Given entries:
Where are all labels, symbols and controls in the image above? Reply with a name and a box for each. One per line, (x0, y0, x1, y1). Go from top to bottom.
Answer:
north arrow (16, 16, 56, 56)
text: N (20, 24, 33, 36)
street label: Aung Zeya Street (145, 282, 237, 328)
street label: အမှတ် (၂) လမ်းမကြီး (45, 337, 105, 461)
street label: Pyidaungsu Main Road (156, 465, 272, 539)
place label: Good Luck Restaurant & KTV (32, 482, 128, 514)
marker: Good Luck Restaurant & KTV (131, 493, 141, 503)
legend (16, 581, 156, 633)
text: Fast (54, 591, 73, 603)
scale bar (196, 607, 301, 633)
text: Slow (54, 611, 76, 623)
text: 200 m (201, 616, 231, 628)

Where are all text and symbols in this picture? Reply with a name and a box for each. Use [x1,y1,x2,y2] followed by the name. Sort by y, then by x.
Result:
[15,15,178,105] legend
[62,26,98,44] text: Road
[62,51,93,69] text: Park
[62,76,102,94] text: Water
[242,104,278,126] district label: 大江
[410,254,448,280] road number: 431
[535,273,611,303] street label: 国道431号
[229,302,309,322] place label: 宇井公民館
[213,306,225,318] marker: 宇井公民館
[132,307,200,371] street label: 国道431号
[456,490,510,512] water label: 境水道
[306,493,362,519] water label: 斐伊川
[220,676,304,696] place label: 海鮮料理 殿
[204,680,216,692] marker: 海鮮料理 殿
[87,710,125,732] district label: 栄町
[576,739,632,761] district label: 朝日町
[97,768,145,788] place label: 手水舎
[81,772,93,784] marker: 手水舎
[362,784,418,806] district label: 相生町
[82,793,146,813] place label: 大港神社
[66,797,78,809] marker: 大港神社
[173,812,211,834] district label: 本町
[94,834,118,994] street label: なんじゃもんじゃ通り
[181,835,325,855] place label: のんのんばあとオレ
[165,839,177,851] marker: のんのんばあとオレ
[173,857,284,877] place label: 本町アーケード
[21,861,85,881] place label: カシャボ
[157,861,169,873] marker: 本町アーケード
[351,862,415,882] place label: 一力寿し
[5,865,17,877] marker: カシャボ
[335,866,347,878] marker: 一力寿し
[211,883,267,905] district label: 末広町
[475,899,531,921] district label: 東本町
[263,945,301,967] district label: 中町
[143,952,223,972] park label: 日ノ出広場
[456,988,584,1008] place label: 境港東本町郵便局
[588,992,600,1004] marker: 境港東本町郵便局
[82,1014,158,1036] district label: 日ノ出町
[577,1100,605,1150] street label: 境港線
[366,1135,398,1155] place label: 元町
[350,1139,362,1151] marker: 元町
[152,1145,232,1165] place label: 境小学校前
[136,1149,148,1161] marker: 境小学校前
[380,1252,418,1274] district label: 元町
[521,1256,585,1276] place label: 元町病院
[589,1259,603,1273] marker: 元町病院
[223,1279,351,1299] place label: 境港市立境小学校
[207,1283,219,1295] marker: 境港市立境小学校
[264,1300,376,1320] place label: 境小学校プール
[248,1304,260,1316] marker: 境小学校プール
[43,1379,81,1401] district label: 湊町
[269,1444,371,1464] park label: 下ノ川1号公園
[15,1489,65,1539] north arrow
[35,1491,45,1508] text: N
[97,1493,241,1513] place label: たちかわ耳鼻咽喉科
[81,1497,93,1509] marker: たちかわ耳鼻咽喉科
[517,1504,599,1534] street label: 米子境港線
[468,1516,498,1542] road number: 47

What needs to be done: Restate the records above verbatim, omitting no line.

Task response:
Where are all labels, symbols and controls in the image above? Reply with a name and a box for each. One per line, (x0, y0, x1, y1). Go from top to bottom.
Answer:
north arrow (16, 16, 56, 56)
text: N (20, 24, 33, 36)
street label: Aung Zeya Street (145, 282, 237, 328)
street label: အမှတ် (၂) လမ်းမကြီး (45, 337, 105, 461)
street label: Pyidaungsu Main Road (156, 465, 272, 539)
place label: Good Luck Restaurant & KTV (32, 482, 128, 514)
marker: Good Luck Restaurant & KTV (131, 493, 141, 503)
legend (16, 581, 156, 633)
text: Fast (54, 591, 73, 603)
scale bar (196, 607, 301, 633)
text: Slow (54, 611, 76, 623)
text: 200 m (201, 616, 231, 628)

Where are all text and symbols in this picture? Reply with a name and a box for each. Use [x1,y1,x2,y2] followed by the name. Sort by y, then by x.
Result:
[15,15,178,105] legend
[62,26,98,44] text: Road
[62,51,93,69] text: Park
[62,76,102,94] text: Water
[242,104,278,126] district label: 大江
[410,254,448,280] road number: 431
[535,273,611,303] street label: 国道431号
[229,302,309,322] place label: 宇井公民館
[213,306,225,318] marker: 宇井公民館
[132,307,200,371] street label: 国道431号
[456,490,510,512] water label: 境水道
[306,493,362,519] water label: 斐伊川
[220,676,304,696] place label: 海鮮料理 殿
[204,680,216,692] marker: 海鮮料理 殿
[87,710,125,732] district label: 栄町
[576,739,632,761] district label: 朝日町
[97,768,145,788] place label: 手水舎
[81,772,93,784] marker: 手水舎
[362,784,418,806] district label: 相生町
[82,793,146,813] place label: 大港神社
[66,797,78,809] marker: 大港神社
[173,812,211,834] district label: 本町
[94,834,118,994] street label: なんじゃもんじゃ通り
[181,835,325,855] place label: のんのんばあとオレ
[165,839,177,851] marker: のんのんばあとオレ
[173,857,284,877] place label: 本町アーケード
[21,861,85,881] place label: カシャボ
[157,861,169,873] marker: 本町アーケード
[351,862,415,882] place label: 一力寿し
[5,865,17,877] marker: カシャボ
[335,866,347,878] marker: 一力寿し
[211,883,267,905] district label: 末広町
[475,899,531,921] district label: 東本町
[263,945,301,967] district label: 中町
[143,952,223,972] park label: 日ノ出広場
[456,988,584,1008] place label: 境港東本町郵便局
[588,992,600,1004] marker: 境港東本町郵便局
[82,1014,158,1036] district label: 日ノ出町
[577,1100,605,1150] street label: 境港線
[366,1135,398,1155] place label: 元町
[350,1139,362,1151] marker: 元町
[152,1145,232,1165] place label: 境小学校前
[136,1149,148,1161] marker: 境小学校前
[380,1252,418,1274] district label: 元町
[521,1256,585,1276] place label: 元町病院
[589,1259,603,1273] marker: 元町病院
[223,1279,351,1299] place label: 境港市立境小学校
[207,1283,219,1295] marker: 境港市立境小学校
[264,1300,376,1320] place label: 境小学校プール
[248,1304,260,1316] marker: 境小学校プール
[43,1379,81,1401] district label: 湊町
[269,1444,371,1464] park label: 下ノ川1号公園
[15,1489,65,1539] north arrow
[35,1491,45,1508] text: N
[97,1493,241,1513] place label: たちかわ耳鼻咽喉科
[81,1497,93,1509] marker: たちかわ耳鼻咽喉科
[517,1504,599,1534] street label: 米子境港線
[468,1516,498,1542] road number: 47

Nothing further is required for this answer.